Give the entries again, word for word.

THE INPUT section start

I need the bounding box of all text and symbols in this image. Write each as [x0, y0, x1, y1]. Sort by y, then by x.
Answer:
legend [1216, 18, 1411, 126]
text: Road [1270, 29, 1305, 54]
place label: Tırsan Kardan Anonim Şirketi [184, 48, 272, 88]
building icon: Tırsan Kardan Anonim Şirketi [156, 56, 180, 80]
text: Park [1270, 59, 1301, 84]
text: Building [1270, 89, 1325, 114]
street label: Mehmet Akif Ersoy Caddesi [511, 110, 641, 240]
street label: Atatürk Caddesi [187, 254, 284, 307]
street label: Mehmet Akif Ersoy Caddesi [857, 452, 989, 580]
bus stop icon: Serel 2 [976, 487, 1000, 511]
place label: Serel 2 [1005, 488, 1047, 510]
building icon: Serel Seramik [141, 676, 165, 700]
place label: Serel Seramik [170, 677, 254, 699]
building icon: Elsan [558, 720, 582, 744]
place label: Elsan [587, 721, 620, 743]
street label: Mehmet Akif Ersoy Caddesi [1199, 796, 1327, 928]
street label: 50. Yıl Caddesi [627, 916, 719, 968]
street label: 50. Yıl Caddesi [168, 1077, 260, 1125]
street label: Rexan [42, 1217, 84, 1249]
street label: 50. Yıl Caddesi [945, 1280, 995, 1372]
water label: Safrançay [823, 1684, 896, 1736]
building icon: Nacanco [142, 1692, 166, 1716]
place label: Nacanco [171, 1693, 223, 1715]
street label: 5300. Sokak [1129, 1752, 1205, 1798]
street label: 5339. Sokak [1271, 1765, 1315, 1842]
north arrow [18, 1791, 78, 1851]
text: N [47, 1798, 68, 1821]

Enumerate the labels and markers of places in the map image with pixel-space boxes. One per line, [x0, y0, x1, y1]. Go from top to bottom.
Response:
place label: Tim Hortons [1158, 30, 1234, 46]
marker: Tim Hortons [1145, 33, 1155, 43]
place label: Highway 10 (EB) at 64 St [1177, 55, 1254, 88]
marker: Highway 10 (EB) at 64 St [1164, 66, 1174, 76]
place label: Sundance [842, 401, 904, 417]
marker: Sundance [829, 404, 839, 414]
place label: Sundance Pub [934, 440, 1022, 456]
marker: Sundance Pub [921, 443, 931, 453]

THE INPUT section end

**YOUR RESPONSE**
I need the bounding box of all text and symbols in this image. Write each as [x0, y0, x1, y1]. Sort by y, then by x.
Answer:
legend [1216, 18, 1411, 126]
text: Road [1270, 29, 1305, 54]
place label: Tırsan Kardan Anonim Şirketi [184, 48, 272, 88]
building icon: Tırsan Kardan Anonim Şirketi [156, 56, 180, 80]
text: Park [1270, 59, 1301, 84]
text: Building [1270, 89, 1325, 114]
street label: Mehmet Akif Ersoy Caddesi [511, 110, 641, 240]
street label: Atatürk Caddesi [187, 254, 284, 307]
street label: Mehmet Akif Ersoy Caddesi [857, 452, 989, 580]
bus stop icon: Serel 2 [976, 487, 1000, 511]
place label: Serel 2 [1005, 488, 1047, 510]
building icon: Serel Seramik [141, 676, 165, 700]
place label: Serel Seramik [170, 677, 254, 699]
building icon: Elsan [558, 720, 582, 744]
place label: Elsan [587, 721, 620, 743]
street label: Mehmet Akif Ersoy Caddesi [1199, 796, 1327, 928]
street label: 50. Yıl Caddesi [627, 916, 719, 968]
street label: 50. Yıl Caddesi [168, 1077, 260, 1125]
street label: Rexan [42, 1217, 84, 1249]
street label: 50. Yıl Caddesi [945, 1280, 995, 1372]
water label: Safrançay [823, 1684, 896, 1736]
building icon: Nacanco [142, 1692, 166, 1716]
place label: Nacanco [171, 1693, 223, 1715]
street label: 5300. Sokak [1129, 1752, 1205, 1798]
street label: 5339. Sokak [1271, 1765, 1315, 1842]
north arrow [18, 1791, 78, 1851]
text: N [47, 1798, 68, 1821]

Enumerate the labels and markers of places in the map image with pixel-space boxes. One per line, [x0, y0, x1, y1]. Go from top to bottom.
Response:
place label: Tim Hortons [1158, 30, 1234, 46]
marker: Tim Hortons [1145, 33, 1155, 43]
place label: Highway 10 (EB) at 64 St [1177, 55, 1254, 88]
marker: Highway 10 (EB) at 64 St [1164, 66, 1174, 76]
place label: Sundance [842, 401, 904, 417]
marker: Sundance [829, 404, 839, 414]
place label: Sundance Pub [934, 440, 1022, 456]
marker: Sundance Pub [921, 443, 931, 453]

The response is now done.